What I sense from both you Mr. Coates and you, Ms. Reign, is that you appear angry and afraid; angry that Hollywood is going to screw it up again, afraid that the show is going to be a rallying cry for racists, right wing neo-conservatives and crazy people and angry that the creators of Confederate do not have the interests of minorities at heart.
And I say this: I am afraid of all of those things, too. But you know what I am more afraid of? That if artists and entertainers give into these sorts of protestations, we stifle free speech and artistic freedom to the point where people will go out of their way NOT to take a chance to be innovative, daring or take risks.
I am adamant in saying that we can’t give in to or give any credibility to this sort of fear and loathing.
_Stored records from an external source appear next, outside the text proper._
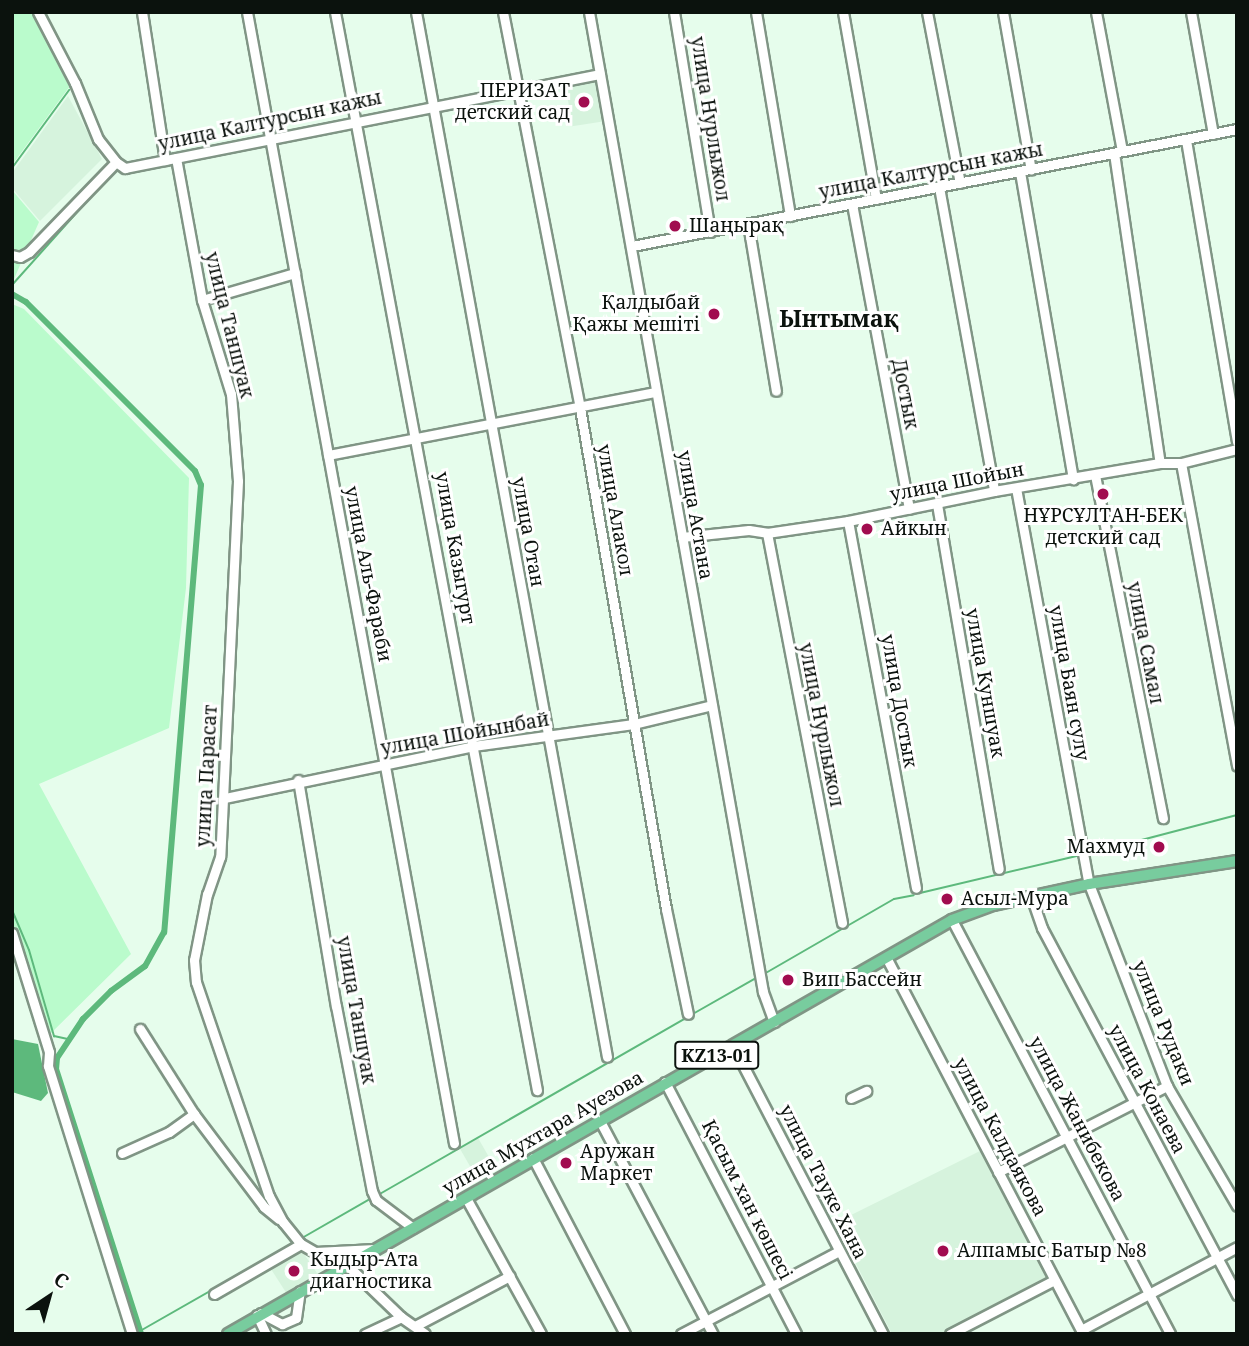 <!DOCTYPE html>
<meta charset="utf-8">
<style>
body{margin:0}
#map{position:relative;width:1249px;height:1346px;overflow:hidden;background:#e6fdec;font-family:"Noto Serif",serif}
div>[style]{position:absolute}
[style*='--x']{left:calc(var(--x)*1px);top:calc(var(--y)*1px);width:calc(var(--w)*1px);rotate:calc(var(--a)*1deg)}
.built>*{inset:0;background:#d6f3dd;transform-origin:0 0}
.green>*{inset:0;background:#bafbcc}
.water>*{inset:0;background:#5db97c}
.stream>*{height:2px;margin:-1px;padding:0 1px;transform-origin:1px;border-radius:1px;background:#5db97c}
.canal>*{height:6px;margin:-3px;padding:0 3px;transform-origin:3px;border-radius:3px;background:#5db97c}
.roads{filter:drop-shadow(2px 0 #809585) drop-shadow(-2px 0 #809585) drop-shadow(0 2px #809585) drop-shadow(0 -2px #809585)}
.minor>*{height:9px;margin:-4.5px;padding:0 4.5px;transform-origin:4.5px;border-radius:4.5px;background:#fff}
.major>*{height:10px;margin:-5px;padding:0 5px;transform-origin:5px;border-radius:5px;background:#78cc9e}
.dots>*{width:19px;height:19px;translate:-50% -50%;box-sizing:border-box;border:4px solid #fff;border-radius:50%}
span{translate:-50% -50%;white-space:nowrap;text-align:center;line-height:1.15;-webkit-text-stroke:6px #fff;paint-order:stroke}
.shield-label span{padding:2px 5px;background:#fff;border:2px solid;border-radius:5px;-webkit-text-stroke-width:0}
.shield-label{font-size:18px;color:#0b120d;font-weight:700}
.poi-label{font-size:19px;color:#0b120d}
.right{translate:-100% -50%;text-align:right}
.left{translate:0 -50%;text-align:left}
.street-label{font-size:19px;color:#0b120d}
.quarter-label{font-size:23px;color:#0b120d;font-weight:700}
.frame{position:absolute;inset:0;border:14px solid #0b120d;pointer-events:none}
.north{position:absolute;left:14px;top:1262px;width:70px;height:70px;-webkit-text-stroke:5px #fff;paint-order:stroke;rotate:36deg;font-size:19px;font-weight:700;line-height:28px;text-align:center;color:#0b120d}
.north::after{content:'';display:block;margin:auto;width:24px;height:32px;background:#0b120d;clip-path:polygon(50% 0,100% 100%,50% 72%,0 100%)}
</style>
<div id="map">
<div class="built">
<div style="left:596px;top:79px;width:43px;height:31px;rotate:81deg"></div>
<div style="clip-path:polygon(68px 96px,102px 159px,40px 221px,12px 188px,12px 173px)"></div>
<div style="left:478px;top:1138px;width:36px;height:21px;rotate:60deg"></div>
<div style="clip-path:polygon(984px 1149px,1051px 1279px,943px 1334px,892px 1334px,835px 1223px)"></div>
<div style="clip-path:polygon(302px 1251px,319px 1276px,287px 1294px,269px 1266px)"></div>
</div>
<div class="green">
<div style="clip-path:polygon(12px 12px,32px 12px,70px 86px,12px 165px)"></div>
<div style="clip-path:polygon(12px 190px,39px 222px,14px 279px,12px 278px)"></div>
<div style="clip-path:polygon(12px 304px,24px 309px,189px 478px,186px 588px,169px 728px,39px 784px,131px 954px,41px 1043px,12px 947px)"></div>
</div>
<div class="water">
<div style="clip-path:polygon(12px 1039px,38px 1044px,48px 1093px,41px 1101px,12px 1092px)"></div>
</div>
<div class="stream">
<div style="--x:12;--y:168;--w:97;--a:-53.8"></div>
<div style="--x:12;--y:285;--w:152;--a:-48.2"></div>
<div style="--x:1088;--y:854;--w:154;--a:-14.7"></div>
<div style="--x:920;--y:893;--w:161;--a:-13.3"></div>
<div style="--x:12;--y:910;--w:43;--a:67"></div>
<div style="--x:29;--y:950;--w:90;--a:73.8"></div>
<div style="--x:54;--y:1036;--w:14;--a:12"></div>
<div style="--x:764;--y:974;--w:150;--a:-30"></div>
<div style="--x:894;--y:899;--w:20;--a:-11"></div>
<div style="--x:691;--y:1015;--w:75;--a:-29.6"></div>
<div style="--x:378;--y:1195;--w:355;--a:-29.9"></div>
<div style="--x:302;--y:1238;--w:78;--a:-29.8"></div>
<div style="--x:140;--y:1331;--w:177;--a:-29.7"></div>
</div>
<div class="canal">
<div style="--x:12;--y:294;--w:16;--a:30"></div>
<div style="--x:26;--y:302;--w:239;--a:45"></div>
<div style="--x:195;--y:471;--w:15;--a:67"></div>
<div style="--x:201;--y:485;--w:449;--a:94.7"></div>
<div style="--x:164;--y:932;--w:39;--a:119"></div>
<div style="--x:145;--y:966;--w:42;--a:143.7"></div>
<div style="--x:111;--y:991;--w:40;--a:135"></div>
<div style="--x:83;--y:1019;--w:47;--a:123.7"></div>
<div style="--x:57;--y:1058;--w:11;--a:95"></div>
<div style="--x:56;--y:1069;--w:278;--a:72.2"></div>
</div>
<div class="roads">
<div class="minor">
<div style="--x:38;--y:12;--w:80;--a:62.5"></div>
<div style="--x:75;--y:83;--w:61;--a:67.7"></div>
<div style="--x:98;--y:139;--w:29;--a:52"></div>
<div style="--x:116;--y:162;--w:11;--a:34"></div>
<div style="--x:125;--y:168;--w:484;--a:-11.2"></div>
<div style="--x:142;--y:12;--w:150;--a:81.2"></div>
<div style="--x:247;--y:12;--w:1150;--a:79.63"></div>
<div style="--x:335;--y:12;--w:1097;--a:79.39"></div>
<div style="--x:416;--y:12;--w:1062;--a:79.64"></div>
<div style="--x:503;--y:12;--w:403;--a:79"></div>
<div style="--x:580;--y:408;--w:508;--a:80.26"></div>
<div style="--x:666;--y:909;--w:107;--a:78.2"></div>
<div style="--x:589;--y:12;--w:995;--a:79.93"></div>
<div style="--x:763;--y:992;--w:32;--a:70"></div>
<div style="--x:674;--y:12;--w:223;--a:80.7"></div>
<div style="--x:756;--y:12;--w:207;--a:80.5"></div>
<div style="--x:843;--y:12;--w:190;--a:80"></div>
<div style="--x:927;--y:12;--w:174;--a:79.1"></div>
<div style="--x:1003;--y:12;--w:160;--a:80"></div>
<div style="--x:1096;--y:12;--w:141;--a:79.4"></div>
<div style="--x:1191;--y:12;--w:124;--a:79.8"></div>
<div style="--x:1186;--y:140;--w:306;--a:80.4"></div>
<div style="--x:1114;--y:153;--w:313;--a:81.6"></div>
<div style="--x:176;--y:158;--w:144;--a:79.6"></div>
<div style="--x:202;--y:300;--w:98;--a:72.9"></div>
<div style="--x:231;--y:394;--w:87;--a:85.4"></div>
<div style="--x:238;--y:481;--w:376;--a:92.7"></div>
<div style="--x:220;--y:857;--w:39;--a:109"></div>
<div style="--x:207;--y:894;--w:67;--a:101.1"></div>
<div style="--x:194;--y:960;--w:22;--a:85"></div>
<div style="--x:196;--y:982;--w:226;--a:71.2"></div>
<div style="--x:269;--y:1196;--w:30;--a:62"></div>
<div style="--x:283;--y:1222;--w:28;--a:51"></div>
<div style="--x:301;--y:1244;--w:16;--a:30"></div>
<div style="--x:315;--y:1252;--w:60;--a:-2.9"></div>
<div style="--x:1020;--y:172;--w:312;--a:80.2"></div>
<div style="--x:939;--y:187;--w:309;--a:79.7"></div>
<div style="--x:852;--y:204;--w:310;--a:79.4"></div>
<div style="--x:748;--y:224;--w:169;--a:80.5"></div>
<div style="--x:632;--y:246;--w:616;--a:-10.95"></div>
<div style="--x:12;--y:255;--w:8;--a:14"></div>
<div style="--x:20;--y:257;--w:10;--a:-29"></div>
<div style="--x:29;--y:252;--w:125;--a:-46"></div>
<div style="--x:202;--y:300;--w:97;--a:-16.2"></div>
<div style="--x:328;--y:455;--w:333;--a:-10.9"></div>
<div style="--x:1181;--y:463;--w:308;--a:79.5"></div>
<div style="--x:1095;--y:475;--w:350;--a:78.8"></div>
<div style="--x:1016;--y:488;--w:403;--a:79.6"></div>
<div style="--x:1089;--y:884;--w:217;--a:68.9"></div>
<div style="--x:1167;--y:1086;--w:139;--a:59.7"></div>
<div style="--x:937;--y:504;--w:370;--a:80.4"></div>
<div style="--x:848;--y:521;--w:373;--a:79.5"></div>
<div style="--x:767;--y:533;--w:397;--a:79.1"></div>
<div style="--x:682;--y:537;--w:67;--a:-6"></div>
<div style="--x:749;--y:530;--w:18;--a:9"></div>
<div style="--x:767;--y:533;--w:82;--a:-8.4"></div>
<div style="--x:848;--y:521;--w:149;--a:-11.6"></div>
<div style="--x:994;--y:491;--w:168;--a:-9.6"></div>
<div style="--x:1160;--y:463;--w:21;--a:0"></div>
<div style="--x:1181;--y:463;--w:58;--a:-14"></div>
<div style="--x:298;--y:780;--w:229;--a:80.5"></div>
<div style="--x:336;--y:1006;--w:188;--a:79"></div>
<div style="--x:372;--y:1191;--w:10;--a:66"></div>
<div style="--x:376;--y:1200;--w:46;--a:37.1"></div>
<div style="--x:225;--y:798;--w:253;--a:-11.8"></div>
<div style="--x:473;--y:746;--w:162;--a:-7.8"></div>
<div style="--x:634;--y:724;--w:80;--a:-13.7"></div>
<div style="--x:1031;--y:896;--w:34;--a:71"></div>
<div style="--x:1042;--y:928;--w:416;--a:62"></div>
<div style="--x:952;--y:920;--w:468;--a:62.2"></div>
<div style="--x:12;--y:933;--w:125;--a:72.7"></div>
<div style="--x:49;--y:1052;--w:14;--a:94"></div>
<div style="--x:48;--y:1066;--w:281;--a:72.6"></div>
<div style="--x:886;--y:957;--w:425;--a:62.4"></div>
<div style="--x:140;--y:1029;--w:101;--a:57.6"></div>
<div style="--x:194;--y:1114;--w:116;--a:53"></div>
<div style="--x:264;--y:1207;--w:19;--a:39"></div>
<div style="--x:733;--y:1046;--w:325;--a:62.5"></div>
<div style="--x:665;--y:1082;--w:284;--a:62.5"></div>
<div style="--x:851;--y:1098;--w:17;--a:-25"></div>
<div style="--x:600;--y:1121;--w:241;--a:62.1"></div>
<div style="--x:122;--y:1153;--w:51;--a:-24.1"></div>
<div style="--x:169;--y:1132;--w:31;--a:-36"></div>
<div style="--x:533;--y:1158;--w:199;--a:62.4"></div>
<div style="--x:998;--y:1172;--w:190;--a:-27"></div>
<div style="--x:466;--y:1198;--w:155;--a:61.1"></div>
<div style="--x:347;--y:1265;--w:75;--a:43.9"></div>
<div style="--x:401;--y:1317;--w:29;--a:35"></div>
<div style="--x:214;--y:1294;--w:100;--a:-29.9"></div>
<div style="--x:261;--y:1313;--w:24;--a:28"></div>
<div style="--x:282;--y:1324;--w:15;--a:-23"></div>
<div style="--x:296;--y:1318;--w:27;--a:-82"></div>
<div style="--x:257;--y:1315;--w:21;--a:65"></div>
<div style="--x:415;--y:1326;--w:107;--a:-27.8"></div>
<div style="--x:1081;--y:1330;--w:177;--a:-28"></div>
<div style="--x:365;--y:1334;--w:40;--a:-25"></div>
<div style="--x:681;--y:1334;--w:178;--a:-27.7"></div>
<div style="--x:950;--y:1334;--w:117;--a:-27.4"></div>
</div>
<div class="major">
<div style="--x:228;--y:1334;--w:834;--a:-29.76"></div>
<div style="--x:952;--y:920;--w:44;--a:-20.1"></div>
<div style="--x:993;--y:905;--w:98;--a:-12.3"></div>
<div style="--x:1089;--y:884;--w:150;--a:-8.8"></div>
</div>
</div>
<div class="dots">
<div style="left:584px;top:102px;background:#a10c4f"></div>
<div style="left:675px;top:226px;background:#a10c4f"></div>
<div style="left:714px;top:314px;background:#a10c4f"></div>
<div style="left:1103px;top:494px;background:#a10c4f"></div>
<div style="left:867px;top:529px;background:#a10c4f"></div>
<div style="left:1159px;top:847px;background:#a10c4f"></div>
<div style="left:947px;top:899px;background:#a10c4f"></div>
<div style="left:788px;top:980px;background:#a10c4f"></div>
<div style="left:566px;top:1163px;background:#a10c4f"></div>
<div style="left:943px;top:1251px;background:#a10c4f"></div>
<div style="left:294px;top:1271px;background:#a10c4f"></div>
</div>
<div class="shield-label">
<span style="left:717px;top:1055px">KZ13-01</span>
</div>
<div class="poi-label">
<span class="right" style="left:570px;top:102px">ПЕРИЗАТ<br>детский сад</span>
<span class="left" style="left:689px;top:226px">Шаңырақ</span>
<span class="right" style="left:700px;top:314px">Қалдыбай<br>Қажы мешіті</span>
<span style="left:1103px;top:527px">НҰРСҰЛТАН-БЕК<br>детский сад</span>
<span class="left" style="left:881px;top:529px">Айкын</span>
<span class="right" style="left:1145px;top:847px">Махмуд</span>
<span class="left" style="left:961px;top:899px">Асыл-Мура</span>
<span class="left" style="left:802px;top:980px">Вип Бассейн</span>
<span class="left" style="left:580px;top:1163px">Аружан<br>Маркет</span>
<span class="left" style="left:957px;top:1251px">Алпамыс Батыр №8</span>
<span class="left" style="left:310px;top:1271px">Кыдыр-Ата<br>диагностика</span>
</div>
<div class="street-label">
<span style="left:710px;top:119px;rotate:81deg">улица Нурлыжол</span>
<span style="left:270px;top:121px;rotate:-12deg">улица Калтурсын кажы</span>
<span style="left:931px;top:171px;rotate:-11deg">улица Калтурсын кажы</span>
<span style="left:229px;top:325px;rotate:76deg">улица Таншуак</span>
<span style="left:905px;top:394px;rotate:79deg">Достык</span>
<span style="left:957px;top:482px;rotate:-11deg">улица Шойын</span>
<span style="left:615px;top:510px;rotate:80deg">улица Алакол</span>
<span style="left:695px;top:515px;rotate:80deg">улица Астана</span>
<span style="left:528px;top:532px;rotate:80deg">улица Отан</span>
<span style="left:455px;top:548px;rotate:80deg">улица Казыгурт</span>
<span style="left:368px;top:574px;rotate:79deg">улица Аль-Фараби</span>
<span style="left:1145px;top:643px;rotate:79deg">улица Самал</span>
<span style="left:985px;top:683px;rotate:80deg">улица Куншуак</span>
<span style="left:1069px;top:683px;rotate:80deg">улица Баян сулу</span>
<span style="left:899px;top:701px;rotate:80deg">улица Достык</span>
<span style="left:821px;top:725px;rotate:79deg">улица Нурлыжол</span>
<span style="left:465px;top:734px;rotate:-10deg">улица Шойынбай</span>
<span style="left:207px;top:776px;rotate:-87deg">улица Парасат</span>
<span style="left:356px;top:1010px;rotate:80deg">улица Таншуак</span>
<span style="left:1163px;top:1023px;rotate:68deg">улица Рудаки</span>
<span style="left:1147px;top:1089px;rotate:62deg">улица Конаева</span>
<span style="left:1077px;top:1119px;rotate:62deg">улица Жанибекова</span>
<span style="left:543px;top:1133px;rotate:-30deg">улица Мухтара Ауезова</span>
<span style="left:1000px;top:1137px;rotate:62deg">улица Калдаякова</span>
<span style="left:823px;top:1182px;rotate:63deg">улица Тауке Хана</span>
<span style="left:747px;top:1200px;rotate:63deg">Қасым хан көшесі</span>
</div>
<div class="quarter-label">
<span style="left:839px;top:318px">Ынтымақ</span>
</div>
<div class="frame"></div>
<div class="north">С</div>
</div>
We must confront, overcome and transcend the fears within us. And sometimes, that means going head to head against it, not merely wanting to wish it away.
Those risks, of alienating the public, taking unpopular stances or being outright controversial or just plain wrong come with the territory of creating any art. But those are risks worth taking. That is why we revere the works people who were the risk takers of their times; Mozart, Janis Joplin, James Baldwin, Alice Cooper, Robert Mapplethorpe, Judy Chicago and Misty Copeland. Without the risk of failure, there is no reward and certainly no art worth noting for prosperity.
Frankly, we are damned lucky to have these four veteran writer-producers in charge of this particular high wire act.
And finally, Confederate, and Black America for that matter, are still untold stories right at this moment. Other than the provocative premises of each project, we know less about them than what Jon Snow knew during the first season of Game of Thrones.
Since the beginning of humankind, we have always expressed the compulsive desire for parables, tales and stories, either cut from real life or made from the fears and longings of our minds. These stories come in many forms, crime, romance, biography and yes, even fantasy and science fiction.
Speaking for myself, I don’t care for poorly told stories, only well told ones. My only charge to the writers, directors and producers of these projects is this: Make me CARE. Make it MATTER. And most importantly, make me beg to ask, WHAT COMES NEXT?